[WORK ORDER]: Give the data again exactly as it appears.

[PROVIDED DATA]:
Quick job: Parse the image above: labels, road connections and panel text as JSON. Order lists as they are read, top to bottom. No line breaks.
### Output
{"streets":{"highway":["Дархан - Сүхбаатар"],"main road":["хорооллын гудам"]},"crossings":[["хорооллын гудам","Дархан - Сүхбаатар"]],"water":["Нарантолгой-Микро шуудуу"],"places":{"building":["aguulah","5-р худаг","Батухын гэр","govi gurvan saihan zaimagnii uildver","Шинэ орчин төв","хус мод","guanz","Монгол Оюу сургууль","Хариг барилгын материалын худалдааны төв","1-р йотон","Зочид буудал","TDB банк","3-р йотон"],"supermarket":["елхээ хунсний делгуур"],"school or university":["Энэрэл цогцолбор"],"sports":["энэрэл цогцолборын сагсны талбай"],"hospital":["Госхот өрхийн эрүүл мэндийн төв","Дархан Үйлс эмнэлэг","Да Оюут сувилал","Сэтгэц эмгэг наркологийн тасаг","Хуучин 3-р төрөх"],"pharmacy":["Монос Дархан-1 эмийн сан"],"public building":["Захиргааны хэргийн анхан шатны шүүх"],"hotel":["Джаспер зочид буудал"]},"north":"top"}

[EXERCISE SOLUTION]:
Quick job: Parse the image above: labels, road connections and panel text as JSON. Order lists as they are read, top to bottom. No line breaks.
### Output
{"streets":{"highway":["Дархан - Сүхбаатар"],"main road":["хорооллын гудам"]},"crossings":[["хорооллын гудам","Дархан - Сүхбаатар"]],"water":["Нарантолгой-Микро шуудуу"],"places":{"building":["aguulah","5-р худаг","Батухын гэр","govi gurvan saihan zaimagnii uildver","Шинэ орчин төв","хус мод","guanz","Монгол Оюу сургууль","Хариг барилгын материалын худалдааны төв","1-р йотон","Зочид буудал","TDB банк","3-р йотон"],"supermarket":["елхээ хунсний делгуур"],"school or university":["Энэрэл цогцолбор"],"sports":["энэрэл цогцолборын сагсны талбай"],"hospital":["Госхот өрхийн эрүүл мэндийн төв","Дархан Үйлс эмнэлэг","Да Оюут сувилал","Сэтгэц эмгэг наркологийн тасаг","Хуучин 3-р төрөх"],"pharmacy":["Монос Дархан-1 эмийн сан"],"public building":["Захиргааны хэргийн анхан шатны шүүх"],"hotel":["Джаспер зочид буудал"]},"north":"top"}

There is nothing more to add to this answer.